Hi guys,
Currently I am analysing some gene expression data. The dataset was analyzed in several studies before. I have identify one particular study and they used a standard K-mean clustering to identify different phenotypes.
My main goal is to perform a UMAP clustering on the data to explore other phenotypes. But before that step, they have used a powerTransformation function in the pre-processing step to approximate the data to a normal distribution. Now I have to do the same but struggle in this step.
I have tried running on powerTransform(expression values ~ different clinical variables) and got some results. These clinical variables include numeric and character type data.
Am I doing the right thing here? or if there is any step I'm missing? I read that I need to find out what the Lambda is before everything, but I'm not sure.......would be lovely to hear your thoughts!
Thanks!
If you are referencing another paper, please link it. There are also some missing items which would be helpful to know:
1) What are you trying to cluster? Patients? Tumor RNA-seq? Single cell data?
2) What features are you trying to use to cluster?
3) When you say "UMAP clustering" - what precisely do you mean? UMAP is primarily a data visualization tool to embed data into 2D space, it is not itself a clustering procedure.
I'm trying to cluster those patient's gene expression data. There are several clinical features that they have and I want to include as much as possible.
Come to think of it, do you think I should perform a scree plot and determine which variables and how many of them to include?

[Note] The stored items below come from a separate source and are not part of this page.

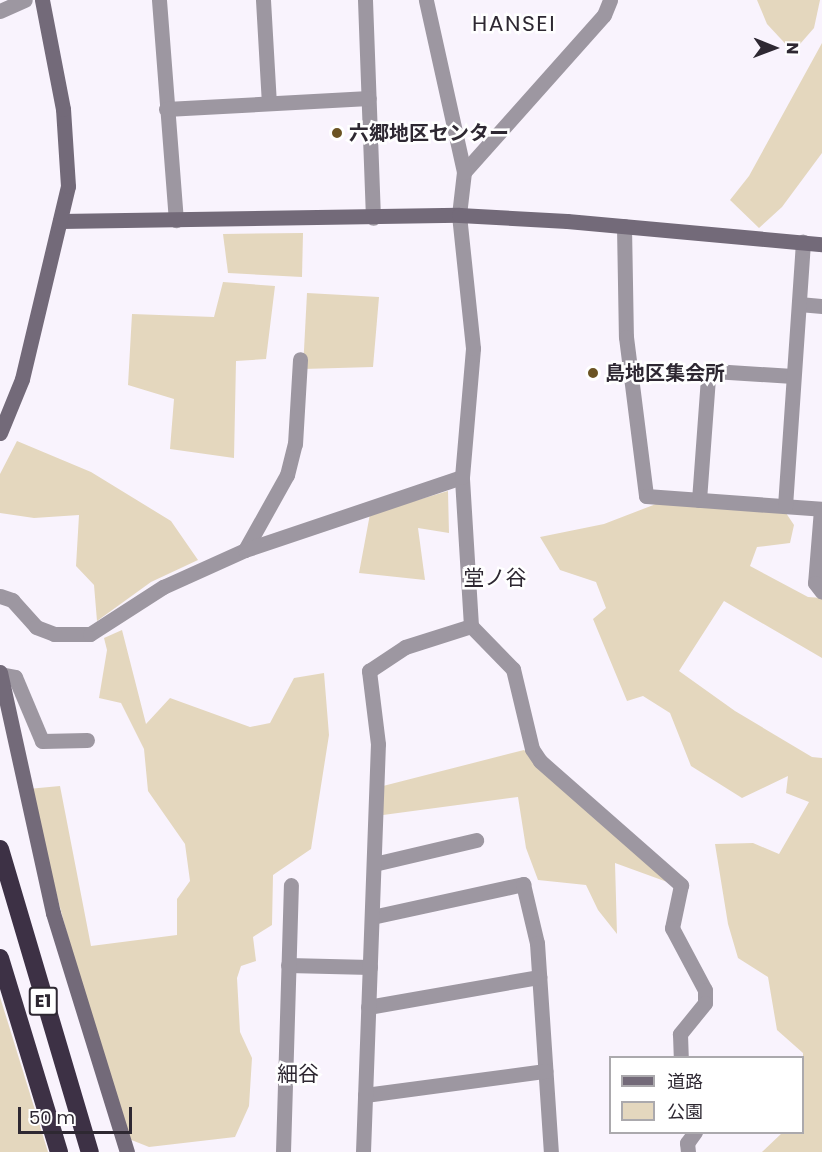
<!DOCTYPE html>
<meta charset="utf-8">
<style>
body{margin:0}
#map{position:relative;width:822px;height:1152px;overflow:hidden;background:#f9f3fd;font-family:Poppins,"Noto Sans JP",sans-serif}
div>[style]{position:absolute}
.green>*{inset:0;background:#e4d7be}
.street>*{height:15px;margin:-7.5px;padding:0 7.5px;transform-origin:7.5px;border-radius:7.5px;background:#9d97a1}
.secondary>*{height:15px;margin:-7.5px;padding:0 7.5px;transform-origin:7.5px;border-radius:7.5px;background:#736a79}
.highway>*{height:18px;margin:-9px;padding:0 9px;transform-origin:9px;border-radius:9px;background:#3d3145}
.dots>*{width:16px;height:16px;translate:-50% -50%;box-sizing:border-box;border:3px solid #fff;border-radius:50%}
span{translate:-50% -50%;white-space:nowrap;text-align:center;line-height:1.15;-webkit-text-stroke:5px #fff;paint-order:stroke}
.shield-label span{padding:2px 4px;background:#fff;border:2px solid;border-radius:4px;-webkit-text-stroke-width:0}
.shield-label{font-size:18px;color:#2e2832;font-weight:700}
.poi-label{font-size:20px;color:#2e2832;font-weight:700}
.left{translate:0 -50%;text-align:left}
.neighbourhood-label{font-size:21px;color:#2e2832}
.quarter-label{font-size:22px;color:#2e2832;letter-spacing:1.5px}
.legend{position:absolute;left:609px;top:1056px;width:195px;height:78px;box-sizing:border-box;background:#fff;border:2px solid #aba9ad;margin:0;padding:8px 10px;list-style:none;font-size:18px;color:#2e2832}
.legend li{display:flex;align-items:center;gap:12px;height:30px}
.legend b{width:30px;border:2px solid #aba9ad}
.north{position:absolute;left:744px;top:18px;width:60px;height:60px;-webkit-text-stroke:4px #fff;paint-order:stroke;rotate:91deg;font-size:16px;font-weight:700;line-height:24px;text-align:center;color:#2e2832}
.north::after{content:'';display:block;margin:auto;width:21px;height:27px;background:#2e2832;clip-path:polygon(50% 0,100% 100%,50% 72%,0 100%)}
.scale{position:absolute;left:18px;top:1107px;width:114px;height:27px;box-sizing:border-box;border:3px solid #2e2832;border-top:0;padding-left:8px;font-size:18px;line-height:21px;white-space:nowrap;color:#2e2832;-webkit-text-stroke:4px #fff;paint-order:stroke}
</style>
<div id="map">
<div class="green">
<i style="clip-path:polygon(757px 0,820px 0,814px 28px,793px 52px,767px 24px)"></i>
<i style="clip-path:polygon(822px 43px,822px 153px,782px 207px,759px 228px,730px 200px,749px 176px)"></i>
<i style="clip-path:polygon(303px 233px,302px 277px,228px 273px,223px 234px)"></i>
<i style="clip-path:polygon(223px 282px,275px 286px,266px 359px,236px 361px,234px 458px,170px 449px,174px 399px,128px 385px,132px 314px,214px 317px)"></i>
<i style="clip-path:polygon(307px 293px,379px 297px,373px 367px,303px 369px)"></i>
<i style="clip-path:polygon(17px 441px,91px 472px,171px 521px,198px 560px,151px 582px,97px 621px,94px 585px,76px 566px,79px 515px,34px 518px,0 513px,0 474px)"></i>
<i style="clip-path:polygon(448px 491px,449px 533px,418px 528px,425px 580px,359px 573px,370px 514px)"></i>
<i style="clip-path:polygon(656px 504px,786px 513px,794px 525px,790px 543px,757px 547px,750px 566px,808px 597px,822px 598px,822px 658px,724px 601px,679px 671px,735px 711px,812px 757px,822px 758px,822px 1152px,762px 1152px,782px 1133px,802px 1132px,803px 1053px,777px 1030px,768px 977px,738px 958px,728px 924px,715px 844px,753px 843px,779px 854px,809px 802px,786px 793px,788px 776px,742px 798px,691px 766px,670px 713px,643px 696px,627px 701px,593px 619px,606px 608px,596px 582px,560px 570px,540px 537px,604px 524px)"></i>
<i style="clip-path:polygon(122px 630px,146px 724px,170px 698px,250px 727px,270px 723px,294px 678px,324px 673px,329px 735px,311px 849px,273px 875px,272px 925px,253px 937px,256px 961px,241px 966px,237px 978px,240px 1032px,252px 1058px,249px 1106px,235px 1137px,149px 1147px,129px 1139px,68px 937px,28px 789px,60px 786px,91px 946px,177px 935px,177px 899px,190px 881px,185px 844px,148px 791px,144px 749px,121px 703px,99px 698px,107px 650px,104px 638px)"></i>
<i style="clip-path:polygon(524px 750px,553px 773px,670px 883px,615px 863px,617px 934px,598px 910px,586px 885px,538px 880px,526px 848px,518px 797px,383px 815px,383px 786px)"></i>
<i style="clip-path:polygon(0 997px,48px 1152px,0 1152px)"></i>
</div>
<div class="street">
<i style="left:159px;top:0;width:221px;rotate:85.6deg"></i>
<i style="left:263px;top:0;width:103px;rotate:86.7deg"></i>
<i style="left:365px;top:0;width:218px;rotate:87.9deg"></i>
<i style="left:0;top:11px;width:27px;rotate:-24deg"></i>
<i style="left:166px;top:109px;width:203px;rotate:-3.1deg"></i>
<i style="left:464px;top:172px;width:210px;rotate:-48.3deg"></i>
<i style="left:604px;top:15px;width:16px;rotate:-68deg"></i>
<i style="left:624px;top:226px;width:111px;rotate:89deg"></i>
<i style="left:626px;top:337px;width:160px;rotate:82.8deg"></i>
<i style="left:646px;top:496px;width:176px;rotate:4.2deg"></i>
<i style="left:799px;top:304px;width:23px;rotate:5deg"></i>
<i style="left:699px;top:500px;width:122px;rotate:-85.8deg"></i>
<i style="left:708px;top:378px;width:9px;rotate:-54deg"></i>
<i style="left:713px;top:371px;width:80px;rotate:3.6deg"></i>
<i style="left:785px;top:506px;width:265px;rotate:-86.1deg"></i>
<i style="left:821px;top:509px;width:74px;rotate:94.6deg"></i>
<i style="left:815px;top:583px;width:11px;rotate:52deg"></i>
<i style="left:245px;top:550px;width:86px;rotate:-60.8deg"></i>
<i style="left:287px;top:475px;width:32px;rotate:-76deg"></i>
<i style="left:295px;top:444px;width:85px;rotate:-86.6deg"></i>
<i style="left:0;top:596px;width:13px;rotate:18deg"></i>
<i style="left:12px;top:600px;width:36px;rotate:48deg"></i>
<i style="left:36px;top:627px;width:19px;rotate:21deg"></i>
<i style="left:54px;top:634px;width:36px"></i>
<i style="left:90px;top:634px;width:87px;rotate:-32.8deg"></i>
<i style="left:163px;top:587px;width:90px;rotate:-24.3deg"></i>
<i style="left:245px;top:550px;width:229px;rotate:-18.6deg"></i>
<i style="left:471px;top:626px;width:60px;rotate:45.7deg"></i>
<i style="left:513px;top:669px;width:82px;rotate:76.6deg"></i>
<i style="left:532px;top:749px;width:14px;rotate:56deg"></i>
<i style="left:540px;top:761px;width:188px;rotate:41.3deg"></i>
<i style="left:681px;top:885px;width:44px;rotate:101.8deg"></i>
<i style="left:672px;top:928px;width:70px;rotate:62deg"></i>
<i style="left:705px;top:990px;width:13px;rotate:90deg"></i>
<i style="left:705px;top:1003px;width:40px;rotate:129deg"></i>
<i style="left:680px;top:1034px;width:24px;rotate:88deg"></i>
<i style="left:0;top:674px;width:15px;rotate:11deg"></i>
<i style="left:15px;top:677px;width:69px;rotate:67.1deg"></i>
<i style="left:42px;top:741px;width:45px;rotate:-1.3deg"></i>
<i style="left:374px;top:864px;width:105px;rotate:-13.2deg"></i>
<i style="left:372px;top:917px;width:155px;rotate:-12.3deg"></i>
<i style="left:523px;top:884px;width:61px;rotate:76.7deg"></i>
<i style="left:537px;top:943px;width:209px;rotate:86.2deg"></i>
<i style="left:288px;top:965px;width:82px;rotate:1.4deg"></i>
<i style="left:368px;top:1007px;width:174px;rotate:-10deg"></i>
<i style="left:365px;top:1095px;width:182px;rotate:-7.6deg"></i>
<i style="left:283px;top:1152px;width:267px;rotate:-88.3deg"></i>
<i style="left:363px;top:1152px;width:408px;rotate:-87.9deg"></i>
<i style="left:378px;top:744px;width:74px;rotate:-97deg"></i>
<i style="left:369px;top:671px;width:43px;rotate:-33.7deg"></i>
<i style="left:405px;top:647px;width:69px;rotate:-17.7deg"></i>
<i style="left:471px;top:626px;width:149px;rotate:-93.5deg"></i>
<i style="left:462px;top:477px;width:129px;rotate:-85.1deg"></i>
<i style="left:473px;top:348px;width:134px;rotate:-96deg"></i>
<i style="left:459px;top:215px;width:43px;rotate:-83.4deg"></i>
<i style="left:464px;top:172px;width:176px;rotate:-102.5deg"></i>
<i style="left:688px;top:1152px;width:9px;rotate:-96deg"></i>
<i style="left:687px;top:1143px;width:14px;rotate:-54deg"></i>
</div>
<div class="secondary">
<i style="left:60px;top:221px;width:399px;rotate:-0.9deg"></i>
<i style="left:459px;top:215px;width:108px;rotate:3.2deg"></i>
<i style="left:567px;top:221px;width:256px;rotate:5.2deg"></i>
<i style="left:0;top:433px;width:58px;rotate:-67.8deg"></i>
<i style="left:22px;top:379px;width:198px;rotate:-76.6deg"></i>
<i style="left:68px;top:186px;width:77px;rotate:-93.7deg"></i>
<i style="left:63px;top:109px;width:111px;rotate:-100.9deg"></i>
<i style="left:0;top:672px;width:247px;rotate:77.6deg"></i>
<i style="left:53px;top:913px;width:250px;rotate:72.8deg"></i>
</div>
<div class="highway">
<i style="left:0;top:849px;width:316px;rotate:73.5deg"></i>
<i style="left:0;top:958px;width:203px;rotate:73.1deg"></i>
</div>
<div class="dots">
<i style="left:337px;top:133px;background:#6b5323"></i>
<i style="left:593px;top:373px;background:#6b5323"></i>
</div>
<div class="shield-label">
<span style="left:43px;top:1001px">E1</span>
</div>
<div class="poi-label">
<span class="left" style="left:349px;top:133px">六郷地区センター</span>
<span class="left" style="left:605px;top:373px">島地区集会所</span>
</div>
<div class="neighbourhood-label">
<span style="left:495px;top:578px">堂ノ谷</span>
<span style="left:298px;top:1074px">細谷</span>
</div>
<div class="quarter-label">
<span style="left:514px;top:24px">HANSEI</span>
</div>
<ul class="legend">
<li><b style="height:8px;background:#736a79"></b>道路</li>
<li><b style="height:16px;background:#e4d7be"></b>公園</li>
</ul>
<div class="north">N</div>
<div class="scale">50 m</div>
</div>
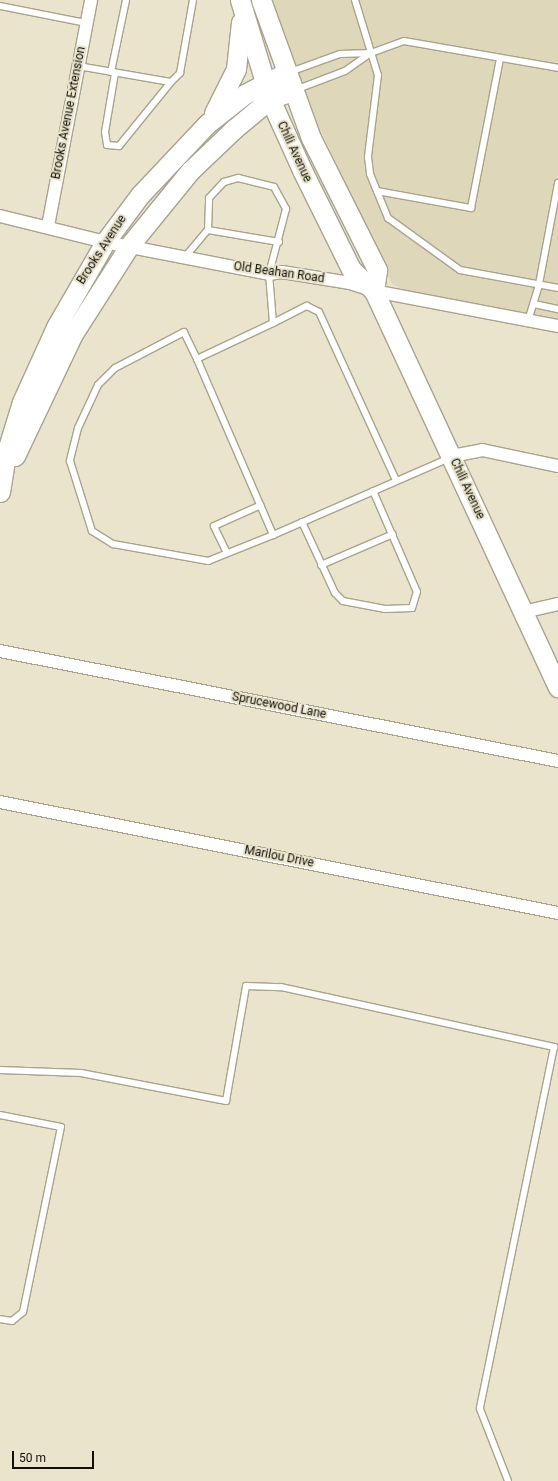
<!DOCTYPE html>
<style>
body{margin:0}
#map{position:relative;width:558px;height:1481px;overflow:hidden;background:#eae4cd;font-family:Roboto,sans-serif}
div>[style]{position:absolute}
.built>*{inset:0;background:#dfd7ba}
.roads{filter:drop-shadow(1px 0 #a9a38e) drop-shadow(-1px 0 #a9a38e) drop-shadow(0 1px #a9a38e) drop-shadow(0 -1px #a9a38e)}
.service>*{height:6px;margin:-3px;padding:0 3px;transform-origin:3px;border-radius:3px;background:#fff}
.minor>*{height:12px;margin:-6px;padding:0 6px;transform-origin:6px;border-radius:6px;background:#fff}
.primary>*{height:19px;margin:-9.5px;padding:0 9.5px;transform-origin:9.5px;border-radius:9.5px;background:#fff}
span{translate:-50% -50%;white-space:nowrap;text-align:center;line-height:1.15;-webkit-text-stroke:4px #eae4cd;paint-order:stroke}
.street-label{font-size:12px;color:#110f07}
.scale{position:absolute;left:12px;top:1451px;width:82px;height:18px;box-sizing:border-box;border:2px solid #110f07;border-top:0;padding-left:5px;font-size:12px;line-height:14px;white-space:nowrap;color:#110f07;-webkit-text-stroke:3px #eae4cd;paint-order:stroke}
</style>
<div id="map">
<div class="built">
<i style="clip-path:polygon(272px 0,558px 0,558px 321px,407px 291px,392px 284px,313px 114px)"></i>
</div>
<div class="roads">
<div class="service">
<i style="left:355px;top:0;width:78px;rotate:73deg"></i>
<i style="left:378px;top:75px;width:83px;rotate:97deg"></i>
<i style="left:368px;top:157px;width:17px;rotate:83deg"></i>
<i style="left:370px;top:174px;width:48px;rotate:67.8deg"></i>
<i style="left:388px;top:218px;width:89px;rotate:35.8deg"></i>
<i style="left:460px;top:270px;width:100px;rotate:10.4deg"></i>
<i style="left:0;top:6px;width:88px;rotate:11.2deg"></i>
<i style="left:78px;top:66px;width:94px;rotate:9.8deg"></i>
<i style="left:171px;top:82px;width:13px;rotate:-45deg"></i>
<i style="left:180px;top:73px;width:74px;rotate:-79.9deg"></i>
<i style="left:111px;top:72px;width:74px;rotate:-78.2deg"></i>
<i style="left:290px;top:72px;width:53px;rotate:-19.8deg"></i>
<i style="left:340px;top:54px;width:31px;rotate:-2deg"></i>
<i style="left:115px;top:73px;width:60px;rotate:99.6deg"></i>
<i style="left:105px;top:132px;width:13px;rotate:81deg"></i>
<i style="left:107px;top:145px;width:12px;rotate:5deg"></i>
<i style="left:119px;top:146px;width:82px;rotate:-50.9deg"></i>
<i style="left:295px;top:90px;width:53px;rotate:-20.8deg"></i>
<i style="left:345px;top:71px;width:32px;rotate:-35deg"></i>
<i style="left:371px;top:53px;width:35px;rotate:-20deg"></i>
<i style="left:404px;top:41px;width:156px;rotate:9.9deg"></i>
<i style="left:377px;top:191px;width:96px;rotate:10.3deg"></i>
<i style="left:471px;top:208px;width:152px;rotate:-79deg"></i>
<i style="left:208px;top:230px;width:72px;rotate:9.6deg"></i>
<i style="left:185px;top:257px;width:35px;rotate:-50deg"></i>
<i style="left:208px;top:230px;width:32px;rotate:-88deg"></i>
<i style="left:209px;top:198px;width:22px;rotate:-47deg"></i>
<i style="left:224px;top:182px;width:15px;rotate:-16deg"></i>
<i style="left:238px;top:178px;width:37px;rotate:14deg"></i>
<i style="left:274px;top:187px;width:25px;rotate:61deg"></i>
<i style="left:286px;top:209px;width:67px;rotate:104.7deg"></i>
<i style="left:269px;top:274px;width:49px;rotate:85.3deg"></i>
<i style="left:273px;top:323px;width:84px;rotate:154.7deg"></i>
<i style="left:197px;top:359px;width:192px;rotate:66.6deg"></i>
<i style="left:273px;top:535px;width:192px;rotate:-23.6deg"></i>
<i style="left:534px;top:304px;width:25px;rotate:12deg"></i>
<i style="left:528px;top:321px;width:39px;rotate:-73deg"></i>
<i style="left:539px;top:284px;width:103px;rotate:-79.3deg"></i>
<i style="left:273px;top:323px;width:38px;rotate:-27deg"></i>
<i style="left:307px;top:306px;width:13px;rotate:27deg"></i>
<i style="left:319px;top:312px;width:185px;rotate:65.4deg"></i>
<i style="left:197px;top:359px;width:30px;rotate:-116deg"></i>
<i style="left:184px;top:332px;width:78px;rotate:152.4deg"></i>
<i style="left:115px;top:368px;width:24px;rotate:135deg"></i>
<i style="left:98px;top:385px;width:47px;rotate:114.9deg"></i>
<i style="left:78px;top:428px;width:34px;rotate:104deg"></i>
<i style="left:70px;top:461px;width:73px;rotate:72.6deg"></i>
<i style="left:92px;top:531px;width:25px;rotate:32deg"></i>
<i style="left:113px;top:544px;width:97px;rotate:10.1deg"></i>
<i style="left:208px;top:561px;width:70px;rotate:-21.8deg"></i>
<i style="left:302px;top:522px;width:78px;rotate:65.1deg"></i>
<i style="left:335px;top:593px;width:11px;rotate:45deg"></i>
<i style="left:343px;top:601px;width:43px;rotate:10.8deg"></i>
<i style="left:385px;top:609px;width:27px;rotate:-2deg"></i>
<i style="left:412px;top:608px;width:17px;rotate:-73deg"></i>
<i style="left:417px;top:592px;width:110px;rotate:-113.5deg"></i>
<i style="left:227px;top:553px;width:30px;rotate:-116deg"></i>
<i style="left:214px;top:526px;width:51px;rotate:-24.1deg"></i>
<i style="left:321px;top:565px;width:78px;rotate:-23.3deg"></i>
<i style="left:0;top:1070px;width:81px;rotate:2.1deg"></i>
<i style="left:81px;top:1073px;width:148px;rotate:10.9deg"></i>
<i style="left:226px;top:1101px;width:117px;rotate:-80.1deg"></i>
<i style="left:246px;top:986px;width:35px;rotate:2deg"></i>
<i style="left:281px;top:987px;width:280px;rotate:12.4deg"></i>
<i style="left:554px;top:1047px;width:369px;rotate:101.6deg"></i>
<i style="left:480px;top:1409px;width:77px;rotate:68.7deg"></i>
<i style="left:0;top:1115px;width:62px;rotate:11.1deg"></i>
<i style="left:61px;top:1127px;width:189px;rotate:101.6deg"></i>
<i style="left:23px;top:1312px;width:14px;rotate:141deg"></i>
<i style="left:12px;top:1321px;width:12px;rotate:-171deg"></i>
</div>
<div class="minor">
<i style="left:0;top:216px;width:108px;rotate:13.9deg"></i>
<i style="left:105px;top:242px;width:167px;rotate:11deg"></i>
<i style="left:269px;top:274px;width:13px;rotate:-9deg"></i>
<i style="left:282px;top:272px;width:69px;rotate:9.2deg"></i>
<i style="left:350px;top:283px;width:25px;rotate:18deg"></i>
<i style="left:374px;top:291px;width:187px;rotate:10.8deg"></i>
<i style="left:48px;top:226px;width:230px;rotate:-79.2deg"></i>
<i style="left:452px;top:456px;width:31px;rotate:-11deg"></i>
<i style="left:482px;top:450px;width:78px;rotate:11.9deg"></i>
<i style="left:523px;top:612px;width:36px;rotate:-13deg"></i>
<i style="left:0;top:651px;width:569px;rotate:11.15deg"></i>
<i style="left:0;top:802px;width:569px;rotate:11.25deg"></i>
</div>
<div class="primary">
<i style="left:240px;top:0;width:103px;rotate:73.1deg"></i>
<i style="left:270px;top:99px;width:80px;rotate:65.7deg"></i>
<i style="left:303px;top:172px;width:108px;rotate:63.7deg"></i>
<i style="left:351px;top:269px;width:32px;rotate:44deg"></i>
<i style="left:374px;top:291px;width:437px;rotate:65.1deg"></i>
<i style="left:261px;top:0;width:147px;rotate:70.1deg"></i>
<i style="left:311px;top:138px;width:148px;rotate:63.4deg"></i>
<i style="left:377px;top:270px;width:21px;rotate:98deg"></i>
<i style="left:214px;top:113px;width:49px;rotate:-63.4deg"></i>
<i style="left:236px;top:69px;width:47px;rotate:-83.9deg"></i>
<i style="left:15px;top:456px;width:135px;rotate:-64.6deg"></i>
<i style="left:73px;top:334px;width:104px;rotate:-57.5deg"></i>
<i style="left:129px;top:246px;width:97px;rotate:-50.9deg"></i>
<i style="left:190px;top:171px;width:61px;rotate:-43.7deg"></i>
<i style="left:234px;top:129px;width:47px;rotate:-39.8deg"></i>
<i style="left:270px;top:99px;width:23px;rotate:-20deg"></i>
<i style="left:0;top:492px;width:38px;rotate:-81deg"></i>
<i style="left:6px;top:454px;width:54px;rotate:-72.9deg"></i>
<i style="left:22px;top:402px;width:82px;rotate:-65.6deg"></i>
<i style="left:56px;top:327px;width:98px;rotate:-60deg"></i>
<i style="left:105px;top:242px;width:59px;rotate:-53.3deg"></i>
<i style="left:140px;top:195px;width:98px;rotate:-46.7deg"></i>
<i style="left:207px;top:124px;width:48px;rotate:-38.3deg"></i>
<i style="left:245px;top:94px;width:45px;rotate:-27.7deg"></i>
</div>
</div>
<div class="street-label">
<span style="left:69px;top:113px;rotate:-79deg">Brooks Avenue Extension</span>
<span style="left:294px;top:152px;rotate:65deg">Chili Avenue</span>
<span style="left:102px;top:250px;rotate:-57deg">Brooks Avenue</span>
<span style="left:279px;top:273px;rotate:8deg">Old Beahan Road</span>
<span style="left:467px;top:489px;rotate:65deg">Chili Avenue</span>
<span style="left:279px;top:706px;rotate:11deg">Sprucewood Lane</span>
<span style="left:279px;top:857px;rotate:11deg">Marilou Drive</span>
</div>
<div class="scale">50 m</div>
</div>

Perform a PCA?
Gene expression data is typically normalized to CPM or TPM, and then subsequently logged. TMM and other transforms are also applied.
If you are trying to include both gene expression and clinical information in the same clustering, you will certainly find that with O(10,000) gene expression features and O(10) clinical features, the clinical information has very little impact. It would therefore make sense to extract a small number of features (via PCA or other method) from the GEx data, to reduce the impact on clustering.
As I mention below, UMAP is based on a neighbor graph, so it would be possible to scale features relative to one another so that distances are more sensitive to clinical than GEx features; but a first-pass approach might be:
Normalize RNA, log1p transform, PCA
Box-cox or bin clinical variables; normalize
Compute distances on PCA + normalized clinical variables*
UMAP
*The distance computation / neighbor graph may be built in to whatever package you're using for UMAP
LChart thank you for the suggestions!
Do you mind to point me to the right direction on calculating the neighbour graph before performing UMAP?
Also right now, my dataframe have NA and UMAP cannot process that. I did think of replacing it with zero, however a NA is not zero. Logically NA is NA, it's not detected for some reason but it doesn't mean it didn't have any expression.
What do you think I should do?
It's either built-in to the umap function; or it is another function within the same package (such as
knn
orknndescent
or something like that). The representation of the graph will matter for the next step, so mixing and matching libraries may not be a good idea.You will need to impute missing data prior to computing distances; or drop records with NA.